The opening scene of Grist Mill Road is harrowing, twelve-year-old Patrick watches out of sight as his fourteen-year-old best friend Matthew shoots thirteen-old Hannah whom he has tied to a tree forty-nine times with a B.B. gun. I emphasize their ages because there are significant differences between twelve and fourteen, especially when Patrick is a young twelve and Matthew is an old fourteen.

As the contemporary narrative opens, Patrick and Hannah are married. Patrick has just lost his job and is struggling to find another. He is also haunted by guilt for failing to stop the shooting, an irrational guilt as it’s unlikely he could have succeeded. Moreover, he confronted Matthew, was attacked by him, feared Matthew would kill him, played dead to survive, then got up, his head bleeding from a massive blow, untied and brought Hannah to safety and saved her life. Still, his failure to say something during the shooting feels like a failure, though if he had, Matthew might have shot him, too. Hannah has no idea that Patrick witnessed the shooting and refusing to discuss what happened, gives Patrick no opportunity to tell her. Being weak-willed and deferential, he keeps his secret and feels more guilt.

They might have still managed to muddle through life more or less successfully even though Patrick loses his job and has fixated on the boss who fired him and falls into depression. But then Matthew comes back into their lives and all hell breaks loose.
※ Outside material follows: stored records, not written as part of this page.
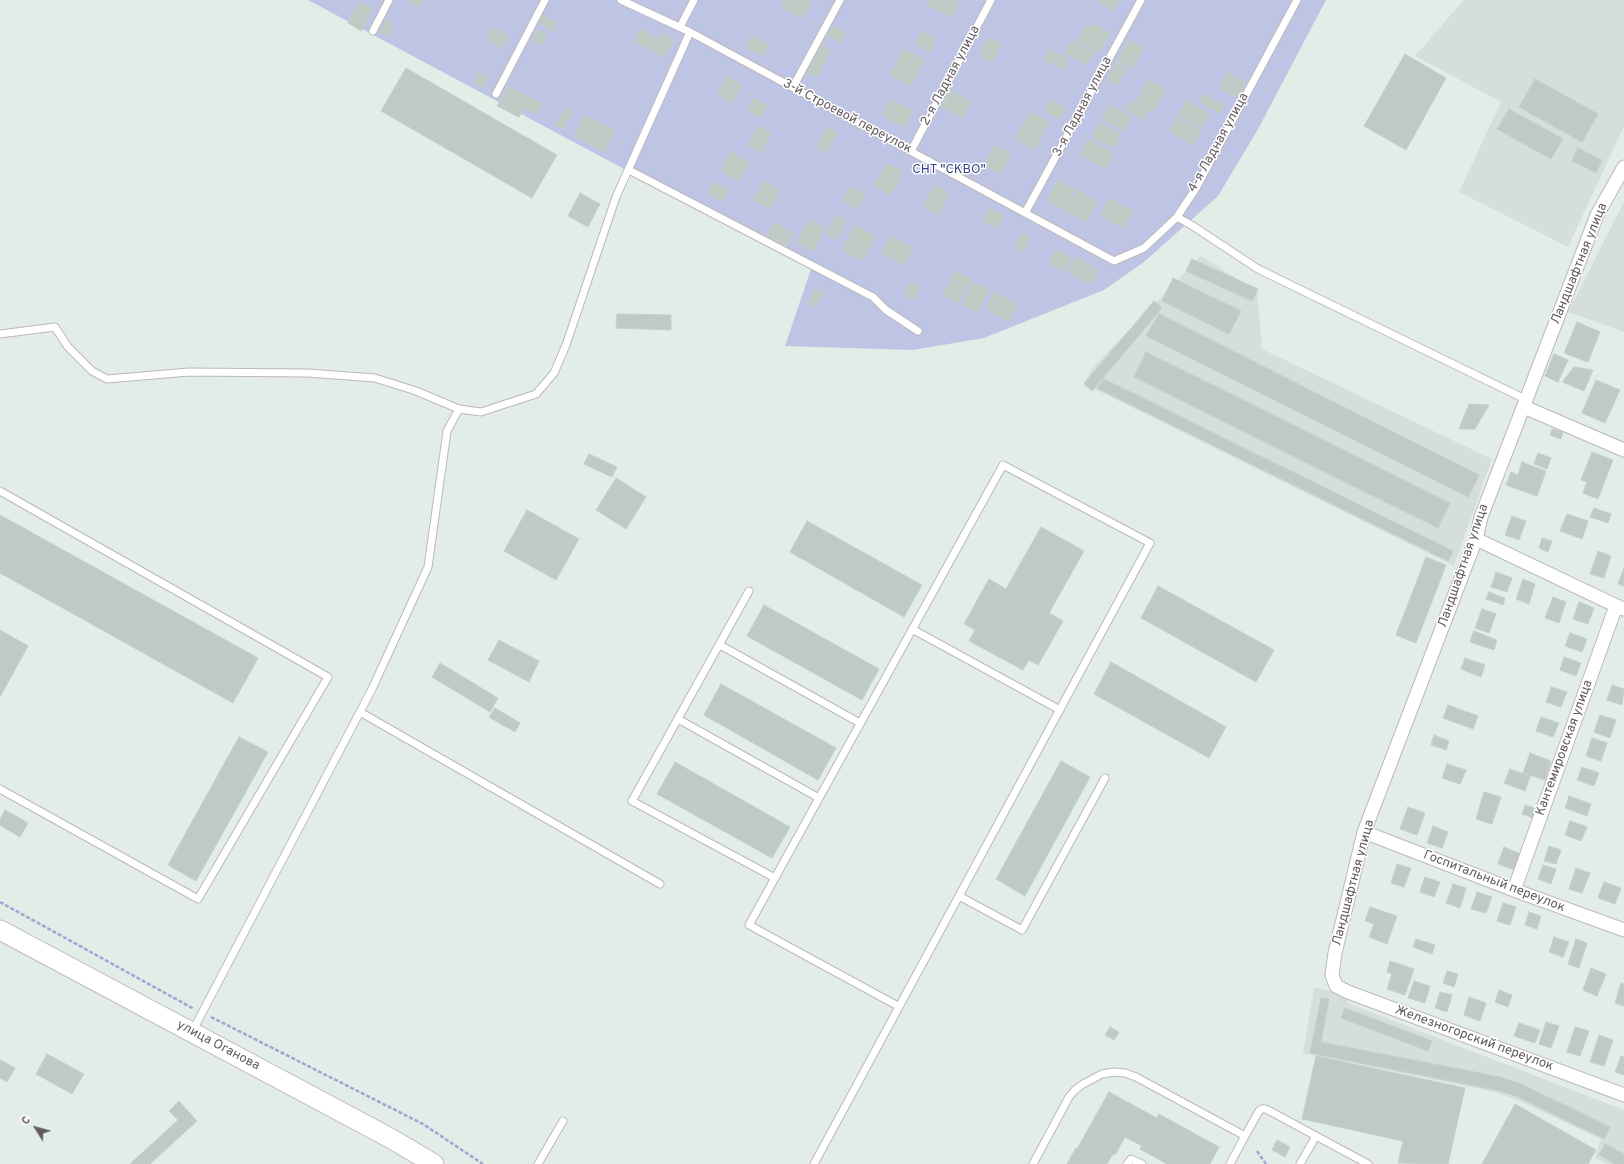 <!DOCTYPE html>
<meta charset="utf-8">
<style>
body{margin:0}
#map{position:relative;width:1624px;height:1164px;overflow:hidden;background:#e2ede8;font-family:Overpass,sans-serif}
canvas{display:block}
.north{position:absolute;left:16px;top:1108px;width:40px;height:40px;-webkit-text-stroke:3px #fff;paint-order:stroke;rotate:307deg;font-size:11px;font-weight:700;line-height:16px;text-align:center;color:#625a5f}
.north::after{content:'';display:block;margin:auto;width:14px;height:18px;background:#625a5f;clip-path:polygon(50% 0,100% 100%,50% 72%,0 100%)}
</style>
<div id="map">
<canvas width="1624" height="1164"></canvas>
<div class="north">С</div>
</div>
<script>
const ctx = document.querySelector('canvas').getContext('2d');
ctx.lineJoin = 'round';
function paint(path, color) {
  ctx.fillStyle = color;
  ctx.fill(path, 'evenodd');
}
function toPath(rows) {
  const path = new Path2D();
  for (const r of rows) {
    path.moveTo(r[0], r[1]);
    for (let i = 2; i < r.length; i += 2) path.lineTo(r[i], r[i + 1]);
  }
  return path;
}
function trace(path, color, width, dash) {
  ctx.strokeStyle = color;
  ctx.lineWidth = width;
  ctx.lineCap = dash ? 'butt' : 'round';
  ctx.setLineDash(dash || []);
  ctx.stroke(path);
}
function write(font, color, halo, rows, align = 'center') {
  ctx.font = font + ' Overpass,sans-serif';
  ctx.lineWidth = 3;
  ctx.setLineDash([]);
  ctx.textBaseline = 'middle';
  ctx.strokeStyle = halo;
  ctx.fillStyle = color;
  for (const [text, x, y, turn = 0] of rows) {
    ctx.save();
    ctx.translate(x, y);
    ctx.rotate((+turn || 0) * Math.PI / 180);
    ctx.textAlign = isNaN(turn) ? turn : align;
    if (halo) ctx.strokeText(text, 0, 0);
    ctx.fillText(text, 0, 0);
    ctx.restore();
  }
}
paint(toPath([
 [1464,0,1624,0,1624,126,1568,247,1459,192,1501,102,1415,56],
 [1624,202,1624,332,1568,312],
 [1201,256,1257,291,1262,349,1492,459,1454,566,1084,384,1092,368],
 [1314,988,1340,992,1350,1004,1624,1110,1624,1164,1607,1164,1595,1158,1601,1139,1517,1100,1490,1091,1303,1053]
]), '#d6deda');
paint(toPath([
 [308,0,1326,0,1257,131,1218,196,1144,262,1104,290,984,338,913,350,785,346,811,269]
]), '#bec5e4');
const building = toPath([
 [406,0,423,0,419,7,406,0],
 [784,0,806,0,811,3,803,18,781,7,784,0],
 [930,0,952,0,959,3,951,17,927,5,930,0],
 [1101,0,1119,0,1114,11,1099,3,1101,0],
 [359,2,372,9,361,31,348,23,359,2],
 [542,15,557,23,553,32,538,23,542,15],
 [386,19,394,24,388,36,380,32,386,19],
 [1094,24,1110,33,1100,52,1078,40,1087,25,1091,27,1094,24],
 [833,26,846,33,840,43,827,36,833,26],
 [492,27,508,36,502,48,486,39,492,27],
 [640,29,657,39,651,50,634,41,640,29],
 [537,30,547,35,542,45,532,40,537,30],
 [922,31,936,39,930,52,915,44,922,31],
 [661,34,674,40,664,58,652,51,661,34],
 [752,35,769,44,763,56,746,47,752,35],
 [989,38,1001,44,992,62,979,55,989,38],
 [1072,40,1094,51,1087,65,1065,53,1072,40],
 [1129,40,1144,48,1139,56,1124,48,1129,40],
 [819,44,831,50,817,77,805,71,819,44],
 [1124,48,1139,56,1133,68,1118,60,1124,48],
 [904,49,925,60,918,73,897,62,904,49],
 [1049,49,1069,60,1064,70,1044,60,1049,49],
 [1405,54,1446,78,1406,150,1364,126,1405,54],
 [897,62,918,73,911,86,890,75,897,62],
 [1117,62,1127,68,1117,85,1107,80,1117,62],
 [406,68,557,155,532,198,381,111,406,68],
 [478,72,489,78,484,88,473,82,478,72],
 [1227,72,1245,82,1237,98,1219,88,1227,72],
 [727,76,742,84,732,103,717,95,727,76],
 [1535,79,1598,114,1582,142,1519,107,1535,79],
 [1148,80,1165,89,1153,111,1136,103,1148,80],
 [508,86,542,104,536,114,502,97,508,86],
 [950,90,972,102,963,118,941,107,950,90],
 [1203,94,1224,105,1220,113,1199,102,1203,94],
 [502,97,524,108,519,117,497,106,502,97],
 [754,98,768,105,761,117,747,110,754,98],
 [890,99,913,111,904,127,882,115,890,99],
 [1051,100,1066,108,1060,119,1045,111,1051,100],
 [1130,101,1149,110,1144,120,1126,109,1130,101],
 [1187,101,1210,113,1202,128,1179,115,1187,101],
 [1110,105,1131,116,1123,131,1102,119,1110,105],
 [565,108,572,112,563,129,555,125,565,108],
 [1509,109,1563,139,1551,159,1497,129,1509,109],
 [1030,112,1049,122,1035,150,1015,139,1030,112],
 [585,115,615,131,604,152,574,136,585,115],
 [1177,117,1201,131,1194,145,1169,131,1177,117],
 [1100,123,1121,134,1114,148,1092,137,1100,123],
 [758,126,771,133,761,152,748,145,758,126],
 [827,127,837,132,826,153,816,147,827,127],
 [1088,139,1114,153,1106,168,1080,155,1088,139],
 [995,145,1011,154,1001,174,984,165,995,145],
 [1578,148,1602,160,1596,173,1572,161,1578,148],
 [731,152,749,162,739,181,721,171,731,152],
 [887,163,903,172,891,195,874,186,887,163],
 [1058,180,1075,189,1064,210,1047,201,1058,180],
 [763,181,780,190,770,209,753,200,763,181],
 [714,182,729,190,722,202,708,194,714,182],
 [935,185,949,193,938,215,923,207,935,185],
 [851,186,865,194,857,209,843,201,851,186],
 [1077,190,1097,201,1086,222,1066,211,1077,190],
 [580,193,600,204,588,227,568,216,580,193],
 [1109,199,1133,211,1124,228,1101,216,1109,199],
 [990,208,1004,216,997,228,983,220,990,208],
 [836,215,846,221,836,240,826,235,836,215],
 [809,220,825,228,813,251,797,242,809,220],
 [774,223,784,228,777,241,767,236,774,223],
 [855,225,875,236,862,261,842,250,855,225],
 [784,228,793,234,786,246,777,241,784,228],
 [1022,233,1030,237,1023,252,1015,247,1022,233],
 [891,236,913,248,904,265,881,253,891,236],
 [1056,250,1071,258,1064,271,1049,263,1056,250],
 [1075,257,1098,270,1091,284,1068,272,1075,257],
 [1192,259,1258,289,1252,301,1186,271,1192,259],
 [956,271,971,279,958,303,943,295,956,271],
 [1173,278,1241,311,1229,334,1162,301,1173,278],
 [911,282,920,287,913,300,904,295,911,282],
 [974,282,989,289,977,312,962,305,974,282],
 [815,289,824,293,816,307,808,303,815,289],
 [994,292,1017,304,1008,321,986,309,994,292],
 [1154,301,1162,308,1092,391,1084,384,1154,301],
 [617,314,671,315,671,330,616,328,617,314],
 [1159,314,1479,475,1468,497,1146,336,1159,314],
 [1577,322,1600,332,1588,362,1564,353,1577,322],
 [1146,352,1450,503,1438,528,1134,377,1146,352],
 [1554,354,1568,360,1558,382,1545,376,1554,354],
 [1574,367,1593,370,1584,391,1562,382,1574,367],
 [1104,379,1453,551,1448,561,1097,388,1104,379],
 [1596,380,1620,390,1605,423,1582,413,1596,380],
 [1469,404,1489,405,1475,429,1459,429,1469,404],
 [1552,429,1563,432,1561,439,1550,435,1552,429],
 [1592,452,1613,460,1598,499,1583,493,1587,482,1581,480,1592,452],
 [1538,453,1551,458,1547,469,1534,464,1538,453],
 [589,454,617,467,612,477,584,464,589,454],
 [1522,462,1546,471,1537,496,1506,485,1511,472,1518,475,1522,462],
 [616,478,646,497,626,529,596,510,616,478],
 [1594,508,1611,514,1608,523,1590,517,1594,508],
 [527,510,579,539,556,580,504,551,527,510],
 [1567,514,1588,521,1582,539,1560,531,1567,514],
 [0,515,258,658,233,703,0,573,0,515],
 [1512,516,1526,521,1519,540,1505,535,1512,516],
 [807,521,922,585,904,617,790,552,807,521],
 [1041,527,1084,551,1049,613,1063,621,1038,665,1029,660,1023,670,969,641,975,630,964,624,989,579,1006,589,1041,527],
 [1542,538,1552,541,1548,552,1539,548,1542,538],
 [1598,551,1611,556,1604,578,1590,574,1598,551],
 [1426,557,1446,565,1416,643,1396,635,1426,557],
 [1624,568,1624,586,1618,584,1624,568],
 [1496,572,1512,578,1507,592,1491,587,1496,572],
 [1523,579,1535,584,1529,604,1516,599,1523,579],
 [1158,586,1274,650,1256,682,1141,618,1158,586],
 [1489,592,1505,598,1503,605,1486,599,1489,592],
 [1553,597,1566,602,1559,623,1545,618,1553,597],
 [1579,602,1594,608,1588,624,1573,619,1579,602],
 [764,605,879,669,862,700,747,636,764,605],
 [1482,609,1496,614,1489,633,1475,628,1482,609],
 [0,630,28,646,0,697,0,630],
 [1474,631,1497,640,1494,650,1470,642,1474,631],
 [1570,633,1587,639,1582,652,1565,646,1570,633],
 [499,640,539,661,529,682,488,660,499,640],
 [1564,657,1581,663,1576,676,1560,670,1564,657],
 [1465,658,1485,665,1481,677,1461,669,1465,658],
 [1111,662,1226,727,1209,758,1094,694,1111,662],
 [440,663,498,698,490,712,432,677,440,663],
 [721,684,836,748,818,780,704,715,721,684],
 [1612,685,1624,689,1622,705,1607,700,1612,685],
 [1551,687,1567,692,1561,707,1546,702,1551,687],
 [1448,705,1478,716,1473,729,1443,718,1448,705],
 [495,708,520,723,515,732,489,717,495,708],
 [1600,715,1616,720,1610,738,1594,732,1600,715],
 [1541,717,1559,723,1553,737,1536,731,1541,717],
 [1434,735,1449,741,1446,750,1431,745,1434,735],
 [239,737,268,752,196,881,168,865,239,737],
 [1592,738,1607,743,1601,761,1586,756,1592,738],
 [1530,753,1551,761,1545,780,1523,773,1530,753],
 [1061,761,1090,777,1025,896,996,879,1061,761],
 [675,762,790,827,772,858,657,794,675,762],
 [1447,764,1466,770,1460,784,1442,778,1447,764],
 [1582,767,1599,773,1594,786,1577,780,1582,767],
 [1510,769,1530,776,1525,791,1504,783,1510,769],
 [1484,792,1501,797,1492,824,1476,819,1484,792],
 [1569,796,1591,804,1587,816,1565,808,1569,796],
 [1525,805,1537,809,1533,818,1522,814,1525,805],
 [1408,807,1425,813,1417,835,1400,829,1408,807],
 [5,810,28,823,20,837,0,825,0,820,5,810],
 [1570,821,1587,827,1581,841,1565,835,1570,821],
 [1433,826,1448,832,1442,848,1427,843,1433,826],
 [1549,846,1561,850,1556,864,1544,861,1549,846],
 [1504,847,1521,854,1515,870,1498,864,1504,847],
 [1397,864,1411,868,1404,887,1391,883,1397,864],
 [1543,865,1556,869,1551,884,1538,879,1543,865],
 [1576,868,1590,873,1582,893,1569,889,1576,868],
 [1425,877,1440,882,1434,897,1420,892,1425,877],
 [1604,882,1621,888,1615,904,1598,898,1604,882],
 [1453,884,1466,888,1460,908,1446,903,1453,884],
 [1477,892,1492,897,1486,913,1471,909,1477,892],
 [1503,903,1516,907,1510,925,1497,921,1503,903],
 [1370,907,1397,916,1387,944,1369,937,1374,924,1365,921,1370,907],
 [1529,912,1541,916,1537,929,1525,925,1529,912],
 [1554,937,1569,942,1563,957,1549,952,1554,937],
 [1416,939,1435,945,1432,954,1413,947,1416,939],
 [1576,939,1587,943,1579,968,1568,964,1576,939],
 [1390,961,1414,969,1405,995,1387,989,1392,974,1387,972,1390,961],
 [1591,968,1606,974,1597,996,1583,990,1591,968],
 [1447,971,1458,974,1454,987,1443,983,1447,971],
 [1414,981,1430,986,1425,1003,1408,998,1414,981],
 [1621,983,1624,984,1624,1006,1615,1003,1621,983],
 [1499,990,1512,995,1508,1007,1495,1002,1499,990],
 [1440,992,1452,995,1447,1012,1435,1008,1440,992],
 [1469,997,1486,1003,1480,1021,1464,1015,1469,997],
 [1321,998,1329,999,1321,1042,1500,1077,1521,1084,1610,1127,1604,1139,1516,1096,1496,1090,1310,1053,1321,998],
 [1345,1008,1432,1041,1428,1051,1341,1018,1345,1008],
 [1546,1022,1559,1026,1551,1048,1539,1044,1546,1022],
 [1519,1023,1540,1030,1535,1043,1514,1036,1519,1023],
 [1110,1027,1119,1032,1114,1040,1105,1035,1110,1027],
 [1575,1027,1589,1031,1580,1056,1567,1052,1575,1027],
 [1599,1035,1613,1040,1604,1066,1590,1062,1599,1035],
 [47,1054,84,1074,72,1094,36,1074,47,1054],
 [1316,1056,1465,1088,1448,1164,1398,1163,1403,1141,1302,1119,1316,1056],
 [1621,1056,1624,1057,1624,1075,1615,1072,1621,1056],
 [0,1060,15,1068,7,1082,0,1078,0,1060],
 [1109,1092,1157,1118,1159,1114,1219,1147,1210,1164,1167,1164,1140,1149,1142,1146,1125,1137,1115,1155,1113,1154,1107,1164,1067,1164,1076,1148,1077,1149,1109,1092],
 [179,1101,197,1121,150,1164,130,1164,178,1120,169,1111,179,1101],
 [1515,1104,1596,1150,1588,1164,1482,1164,1515,1104],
 [1277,1140,1290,1147,1285,1157,1272,1150,1277,1140],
 [1605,1144,1624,1154,1624,1164,1615,1164,1599,1155,1605,1144]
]);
paint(building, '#c0cac5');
trace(building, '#c0d1c9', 1);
const lane = toPath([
 [621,0,690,32,1114,261,1144,248,1177,217,1196,188,1297,0],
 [680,27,694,0],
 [373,31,389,0],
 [793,87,840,0],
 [496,94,545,0],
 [911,151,991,0],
 [629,170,873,297,886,310,918,331],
 [1025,213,1141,0],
 [1177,217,1193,226,1258,269,1527,400],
 [0,334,55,327,68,347,92,371,107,379,189,372,308,373,375,378,416,391,459,409,481,412,536,394,554,373,566,345,616,197,690,32],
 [0,491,328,677,198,899,0,789],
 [749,591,632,801,775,878],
 [912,629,1060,710],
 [720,645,860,723],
 [360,712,660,884],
 [678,719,819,798],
 [959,896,1022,930,1105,778],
 [192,1032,372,689,428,567,447,431,459,409],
 [538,1164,563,1121],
 [814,1164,1150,543,1003,465,749,925,898,1006],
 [1033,1164,1069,1097,1075,1090,1083,1084,1102,1074,1114,1072,1125,1073,1136,1077,1245,1136,1259,1111,1262,1109,1266,1109,1368,1164],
 [1127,1164,1131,1159,1142,1164],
 [1230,1164,1245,1136],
 [1300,1164,1316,1136]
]);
const street = toPath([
 [1624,167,1597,215,1481,517,1476,539,1364,832,1335,953,1332,975,1336,986,1348,992,1624,1095],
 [1524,407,1624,450],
 [1476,539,1623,609],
 [1364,832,1514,890,1624,930],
 [1514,890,1616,606]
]);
const secondary = toPath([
 [0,930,390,1138,434,1164]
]);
trace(lane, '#beb7bb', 9);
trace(street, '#beb7bb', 15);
trace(secondary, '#c0b7bc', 21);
trace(toPath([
 [0,902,194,1009],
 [211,1017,423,1124,483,1164],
 [1257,1151,1266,1164]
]), '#a5a2d6', 2.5, [4, 2]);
trace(lane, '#fff', 7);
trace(street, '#fff', 13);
trace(secondary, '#fff', 19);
write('13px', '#625a5f', '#fff', [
 ["2-я Ладная улица",951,76,-62],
 ["3-я Ладная улица",1083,107,-62],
 ["3-й Строевой переулок",847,117,28],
 ["4-я Ладная улица",1219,143,-61],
 ["Ландшафтная улица",1580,264,-68],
 ["Ландшафтная улица",1464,566,-71],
 ["Кантемировская улица",1565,748,-70],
 ["Госпитальный переулок",1494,882,21],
 ["Ландшафтная улица",1354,883,-75],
 ["Железногорский переулок",1474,1039,20],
 ["улица Оганова",218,1046,28]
]);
write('13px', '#374285', '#fff', [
 ["СНТ \"СКВО\"",949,170]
]);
</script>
Told through narratives by each of the three principals, Grist Mill Road is suspenseful and interesting on many levels. The writing is descriptive, in particular in creating a sense of place in the Finger Lakes, describing the land and how it came to be. The natural history is the best part of the book for me.

In many ways, Grist Mill Road is a successful thriller. The prose is better than competent, sometimes extraordinary. The plot is new and intriguing. It considers important themes about trust, empathy, and responsibility, but it took everything to keep from throwing it across the room in disgust. There are a couple reasons for this. There are three narratives, those of the men are fully realized and complex. Hannah’s is shallow and often driven more by her cop friend than her. Hannah seems to have no agency at all. She is only half-realized.

More seriously, Matthew shot Hannah forty-nine times and yet, we are told we “don’t know what she did” and asked to hold her partially culpable for his action. So what exactly could someone do or say that would inspire the cold-blooded forty-nine separate shots. Shooting her once? Hitting her? That says impulse and rage. Forty-nine is cold-blooded and vicious. It is considered. No, there’s no “but she” about it and that we are asked to “but she” a thirteen year old girl to forgive shooting her forty-nine times is appalling. I don’t mind being asked to feel empathy for Matthew. I feel empathy. I understand the pain he might have felt. Feeling empathy for him should never require that I accept the culpability of his victim. I found it completely offensive to be asked.

 

I received an e-galley of Grist Mill Road from the publisher through NetGalley.